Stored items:

+---+

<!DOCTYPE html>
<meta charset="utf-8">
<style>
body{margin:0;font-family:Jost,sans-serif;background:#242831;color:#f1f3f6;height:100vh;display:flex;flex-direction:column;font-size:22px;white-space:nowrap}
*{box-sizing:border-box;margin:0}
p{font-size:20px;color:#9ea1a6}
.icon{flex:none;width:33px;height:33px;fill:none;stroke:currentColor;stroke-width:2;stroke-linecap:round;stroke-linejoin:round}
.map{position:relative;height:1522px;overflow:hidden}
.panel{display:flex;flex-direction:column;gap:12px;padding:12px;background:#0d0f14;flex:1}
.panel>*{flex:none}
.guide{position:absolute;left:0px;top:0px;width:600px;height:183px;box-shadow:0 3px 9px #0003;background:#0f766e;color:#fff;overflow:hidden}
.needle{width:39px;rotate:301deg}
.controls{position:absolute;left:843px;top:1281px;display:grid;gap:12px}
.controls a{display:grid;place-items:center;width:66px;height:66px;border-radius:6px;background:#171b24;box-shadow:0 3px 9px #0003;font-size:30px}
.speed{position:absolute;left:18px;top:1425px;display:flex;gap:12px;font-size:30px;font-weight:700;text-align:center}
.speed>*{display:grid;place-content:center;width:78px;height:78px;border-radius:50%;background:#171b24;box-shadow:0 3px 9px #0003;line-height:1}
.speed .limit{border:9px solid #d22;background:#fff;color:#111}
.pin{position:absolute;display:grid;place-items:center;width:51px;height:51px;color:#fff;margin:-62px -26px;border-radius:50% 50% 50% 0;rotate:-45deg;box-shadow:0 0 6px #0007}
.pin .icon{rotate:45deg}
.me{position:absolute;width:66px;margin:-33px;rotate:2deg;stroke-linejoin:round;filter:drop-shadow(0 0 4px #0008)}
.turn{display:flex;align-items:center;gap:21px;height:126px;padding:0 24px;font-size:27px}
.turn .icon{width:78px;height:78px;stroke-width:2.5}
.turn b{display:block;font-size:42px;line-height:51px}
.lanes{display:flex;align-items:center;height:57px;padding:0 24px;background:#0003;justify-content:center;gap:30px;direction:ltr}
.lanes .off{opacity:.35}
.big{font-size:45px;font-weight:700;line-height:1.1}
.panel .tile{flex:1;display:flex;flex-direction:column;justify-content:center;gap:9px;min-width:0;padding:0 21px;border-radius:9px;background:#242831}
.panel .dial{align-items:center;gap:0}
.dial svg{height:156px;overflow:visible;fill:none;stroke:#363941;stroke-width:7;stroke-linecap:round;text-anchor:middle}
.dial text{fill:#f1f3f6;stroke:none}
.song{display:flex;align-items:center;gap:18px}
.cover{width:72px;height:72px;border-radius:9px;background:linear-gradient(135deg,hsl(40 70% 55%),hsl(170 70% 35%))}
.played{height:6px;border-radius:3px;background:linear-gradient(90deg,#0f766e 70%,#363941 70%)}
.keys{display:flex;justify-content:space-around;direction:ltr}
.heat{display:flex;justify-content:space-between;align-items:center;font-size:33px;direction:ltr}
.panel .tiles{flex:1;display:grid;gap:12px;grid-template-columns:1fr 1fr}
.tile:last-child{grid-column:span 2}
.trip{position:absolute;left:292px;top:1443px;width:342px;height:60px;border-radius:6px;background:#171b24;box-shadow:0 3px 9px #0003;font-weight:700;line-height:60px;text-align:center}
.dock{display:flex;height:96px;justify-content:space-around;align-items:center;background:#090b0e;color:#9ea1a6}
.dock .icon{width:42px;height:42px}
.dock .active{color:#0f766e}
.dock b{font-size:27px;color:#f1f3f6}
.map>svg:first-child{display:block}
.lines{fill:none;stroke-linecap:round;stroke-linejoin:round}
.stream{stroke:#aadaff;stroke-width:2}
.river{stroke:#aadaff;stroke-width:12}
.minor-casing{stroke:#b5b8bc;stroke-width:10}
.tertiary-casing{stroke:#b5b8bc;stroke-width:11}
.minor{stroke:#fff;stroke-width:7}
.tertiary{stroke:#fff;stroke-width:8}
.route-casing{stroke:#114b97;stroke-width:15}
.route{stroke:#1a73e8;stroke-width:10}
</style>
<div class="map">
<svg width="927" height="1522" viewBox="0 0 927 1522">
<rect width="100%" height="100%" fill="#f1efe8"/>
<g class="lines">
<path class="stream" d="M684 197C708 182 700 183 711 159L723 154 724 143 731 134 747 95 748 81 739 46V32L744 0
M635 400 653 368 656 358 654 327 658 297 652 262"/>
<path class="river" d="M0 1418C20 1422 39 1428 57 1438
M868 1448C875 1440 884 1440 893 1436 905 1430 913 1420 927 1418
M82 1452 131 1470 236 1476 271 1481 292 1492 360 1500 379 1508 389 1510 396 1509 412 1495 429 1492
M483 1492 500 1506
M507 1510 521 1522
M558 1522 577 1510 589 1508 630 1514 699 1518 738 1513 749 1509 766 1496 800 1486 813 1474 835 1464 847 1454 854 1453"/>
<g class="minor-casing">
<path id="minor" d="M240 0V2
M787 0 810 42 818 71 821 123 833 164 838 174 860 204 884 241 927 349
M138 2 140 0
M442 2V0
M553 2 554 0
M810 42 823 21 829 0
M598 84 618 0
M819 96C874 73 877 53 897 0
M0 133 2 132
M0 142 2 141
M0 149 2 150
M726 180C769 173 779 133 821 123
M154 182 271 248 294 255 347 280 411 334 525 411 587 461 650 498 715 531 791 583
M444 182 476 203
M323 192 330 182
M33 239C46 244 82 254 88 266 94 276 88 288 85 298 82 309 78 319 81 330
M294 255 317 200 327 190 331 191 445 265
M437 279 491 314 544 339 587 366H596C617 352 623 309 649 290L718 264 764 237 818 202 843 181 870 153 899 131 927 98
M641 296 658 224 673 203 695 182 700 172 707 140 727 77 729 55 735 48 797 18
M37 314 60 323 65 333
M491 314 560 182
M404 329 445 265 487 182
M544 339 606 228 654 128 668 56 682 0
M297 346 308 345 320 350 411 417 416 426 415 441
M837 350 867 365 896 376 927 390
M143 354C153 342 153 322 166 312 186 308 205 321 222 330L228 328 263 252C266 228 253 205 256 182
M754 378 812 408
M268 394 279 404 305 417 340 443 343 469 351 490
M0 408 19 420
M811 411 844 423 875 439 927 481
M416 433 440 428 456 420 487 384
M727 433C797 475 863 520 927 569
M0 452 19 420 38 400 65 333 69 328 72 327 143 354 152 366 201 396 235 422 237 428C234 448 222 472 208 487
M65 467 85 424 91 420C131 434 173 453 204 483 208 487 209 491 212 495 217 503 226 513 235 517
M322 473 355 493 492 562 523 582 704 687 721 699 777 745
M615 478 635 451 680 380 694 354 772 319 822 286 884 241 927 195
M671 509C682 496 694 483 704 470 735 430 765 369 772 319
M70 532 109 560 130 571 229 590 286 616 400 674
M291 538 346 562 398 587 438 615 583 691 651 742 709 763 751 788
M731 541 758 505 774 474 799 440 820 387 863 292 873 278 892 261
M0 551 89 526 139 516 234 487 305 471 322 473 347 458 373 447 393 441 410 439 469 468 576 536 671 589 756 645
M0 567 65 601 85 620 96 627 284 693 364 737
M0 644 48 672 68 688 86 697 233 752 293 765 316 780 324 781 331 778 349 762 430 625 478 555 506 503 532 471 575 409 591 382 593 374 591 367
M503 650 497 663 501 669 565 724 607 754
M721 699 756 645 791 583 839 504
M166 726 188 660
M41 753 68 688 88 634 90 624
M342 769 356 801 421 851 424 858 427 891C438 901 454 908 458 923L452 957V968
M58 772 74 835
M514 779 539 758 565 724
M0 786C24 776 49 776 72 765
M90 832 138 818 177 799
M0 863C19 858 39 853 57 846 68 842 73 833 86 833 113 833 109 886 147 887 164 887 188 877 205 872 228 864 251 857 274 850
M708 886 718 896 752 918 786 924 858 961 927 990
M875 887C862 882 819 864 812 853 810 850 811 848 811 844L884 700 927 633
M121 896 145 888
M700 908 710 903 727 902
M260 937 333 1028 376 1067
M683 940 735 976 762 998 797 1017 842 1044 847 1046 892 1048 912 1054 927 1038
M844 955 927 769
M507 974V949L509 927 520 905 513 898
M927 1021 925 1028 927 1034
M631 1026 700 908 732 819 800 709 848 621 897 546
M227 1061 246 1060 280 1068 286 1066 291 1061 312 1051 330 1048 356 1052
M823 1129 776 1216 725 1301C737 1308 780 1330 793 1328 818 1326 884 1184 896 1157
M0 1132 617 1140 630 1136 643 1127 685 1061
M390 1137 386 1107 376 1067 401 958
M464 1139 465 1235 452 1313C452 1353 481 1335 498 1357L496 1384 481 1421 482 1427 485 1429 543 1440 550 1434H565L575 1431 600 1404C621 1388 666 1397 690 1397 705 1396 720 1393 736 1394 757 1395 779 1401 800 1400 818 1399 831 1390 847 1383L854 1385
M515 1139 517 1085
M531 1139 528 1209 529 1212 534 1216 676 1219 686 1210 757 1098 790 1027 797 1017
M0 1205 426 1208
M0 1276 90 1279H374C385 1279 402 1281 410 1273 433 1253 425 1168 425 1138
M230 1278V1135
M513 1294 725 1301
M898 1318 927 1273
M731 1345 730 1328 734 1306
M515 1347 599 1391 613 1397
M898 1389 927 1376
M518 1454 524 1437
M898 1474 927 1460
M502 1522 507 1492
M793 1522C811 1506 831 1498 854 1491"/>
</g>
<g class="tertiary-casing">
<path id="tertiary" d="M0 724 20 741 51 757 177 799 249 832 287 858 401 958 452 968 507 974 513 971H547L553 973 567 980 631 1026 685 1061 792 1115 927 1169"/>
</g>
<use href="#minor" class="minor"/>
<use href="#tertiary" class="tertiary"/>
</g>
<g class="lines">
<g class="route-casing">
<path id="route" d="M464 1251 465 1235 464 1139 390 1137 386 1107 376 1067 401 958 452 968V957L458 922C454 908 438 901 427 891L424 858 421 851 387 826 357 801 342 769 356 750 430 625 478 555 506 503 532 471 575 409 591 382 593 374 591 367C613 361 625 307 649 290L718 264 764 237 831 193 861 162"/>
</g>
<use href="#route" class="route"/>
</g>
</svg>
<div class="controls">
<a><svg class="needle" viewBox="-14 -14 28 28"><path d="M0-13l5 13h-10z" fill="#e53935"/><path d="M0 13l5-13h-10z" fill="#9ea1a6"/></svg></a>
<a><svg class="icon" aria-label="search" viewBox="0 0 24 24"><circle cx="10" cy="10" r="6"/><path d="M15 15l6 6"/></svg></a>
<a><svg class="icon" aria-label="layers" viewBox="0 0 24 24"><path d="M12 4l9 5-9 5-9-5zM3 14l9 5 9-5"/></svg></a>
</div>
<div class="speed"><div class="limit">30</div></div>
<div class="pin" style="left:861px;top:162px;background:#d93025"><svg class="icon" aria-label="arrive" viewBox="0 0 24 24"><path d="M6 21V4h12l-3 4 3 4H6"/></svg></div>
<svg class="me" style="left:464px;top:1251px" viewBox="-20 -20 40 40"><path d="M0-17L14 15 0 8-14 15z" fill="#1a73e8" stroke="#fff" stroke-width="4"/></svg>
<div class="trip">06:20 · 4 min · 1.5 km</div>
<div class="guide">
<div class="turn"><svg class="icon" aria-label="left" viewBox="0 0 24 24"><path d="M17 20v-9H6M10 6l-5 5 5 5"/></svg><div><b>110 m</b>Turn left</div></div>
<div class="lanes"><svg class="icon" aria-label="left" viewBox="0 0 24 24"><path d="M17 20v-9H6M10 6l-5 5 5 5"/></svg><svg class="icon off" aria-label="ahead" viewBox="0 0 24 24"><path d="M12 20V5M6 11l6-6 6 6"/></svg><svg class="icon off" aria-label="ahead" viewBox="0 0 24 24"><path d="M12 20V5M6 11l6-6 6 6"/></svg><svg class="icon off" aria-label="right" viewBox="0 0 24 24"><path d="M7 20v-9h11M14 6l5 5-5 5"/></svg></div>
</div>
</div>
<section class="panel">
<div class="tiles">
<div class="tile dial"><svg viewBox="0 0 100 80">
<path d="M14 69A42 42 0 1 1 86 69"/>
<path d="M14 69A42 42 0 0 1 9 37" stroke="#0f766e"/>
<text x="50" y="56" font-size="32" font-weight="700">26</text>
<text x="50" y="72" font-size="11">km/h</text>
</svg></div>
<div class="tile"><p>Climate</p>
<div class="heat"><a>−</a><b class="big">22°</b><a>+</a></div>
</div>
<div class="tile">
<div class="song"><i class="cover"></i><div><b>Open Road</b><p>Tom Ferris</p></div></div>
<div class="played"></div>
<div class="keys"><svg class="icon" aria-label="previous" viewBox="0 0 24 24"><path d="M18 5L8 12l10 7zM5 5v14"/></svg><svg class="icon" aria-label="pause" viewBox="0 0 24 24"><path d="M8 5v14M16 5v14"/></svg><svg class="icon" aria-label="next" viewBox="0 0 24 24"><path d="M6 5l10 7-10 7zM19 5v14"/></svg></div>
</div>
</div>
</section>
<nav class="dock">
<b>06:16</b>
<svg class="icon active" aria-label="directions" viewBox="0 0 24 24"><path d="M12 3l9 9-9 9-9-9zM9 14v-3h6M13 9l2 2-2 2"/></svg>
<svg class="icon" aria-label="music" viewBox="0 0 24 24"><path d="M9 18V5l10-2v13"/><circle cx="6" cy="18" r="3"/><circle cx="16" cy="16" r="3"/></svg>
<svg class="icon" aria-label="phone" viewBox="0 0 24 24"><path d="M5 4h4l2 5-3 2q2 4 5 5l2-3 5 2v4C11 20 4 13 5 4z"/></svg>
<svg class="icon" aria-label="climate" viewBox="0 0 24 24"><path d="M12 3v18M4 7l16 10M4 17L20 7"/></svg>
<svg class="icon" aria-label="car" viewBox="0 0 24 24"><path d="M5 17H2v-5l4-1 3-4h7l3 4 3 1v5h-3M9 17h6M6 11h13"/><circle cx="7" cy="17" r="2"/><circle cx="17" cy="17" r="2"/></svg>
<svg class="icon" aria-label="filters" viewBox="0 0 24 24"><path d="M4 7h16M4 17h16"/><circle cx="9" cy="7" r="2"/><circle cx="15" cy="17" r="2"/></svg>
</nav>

+---+

Above are the records. Copy the lines beginning at the one that has "M154 182 271" and ending with the one that has "M544 339 606 228 654 128 668 56 682 0", unchanged.

Solution:
M154 182 271 248 294 255 347 280 411 334 525 411 587 461 650 498 715 531 791 583
M444 182 476 203
M323 192 330 182
M33 239C46 244 82 254 88 266 94 276 88 288 85 298 82 309 78 319 81 330
M294 255 317 200 327 190 331 191 445 265
M437 279 491 314 544 339 587 366H596C617 352 623 309 649 290L718 264 764 237 818 202 843 181 870 153 899 131 927 98
M641 296 658 224 673 203 695 182 700 172 707 140 727 77 729 55 735 48 797 18
M37 314 60 323 65 333
M491 314 560 182
M404 329 445 265 487 182
M544 339 606 228 654 128 668 56 682 0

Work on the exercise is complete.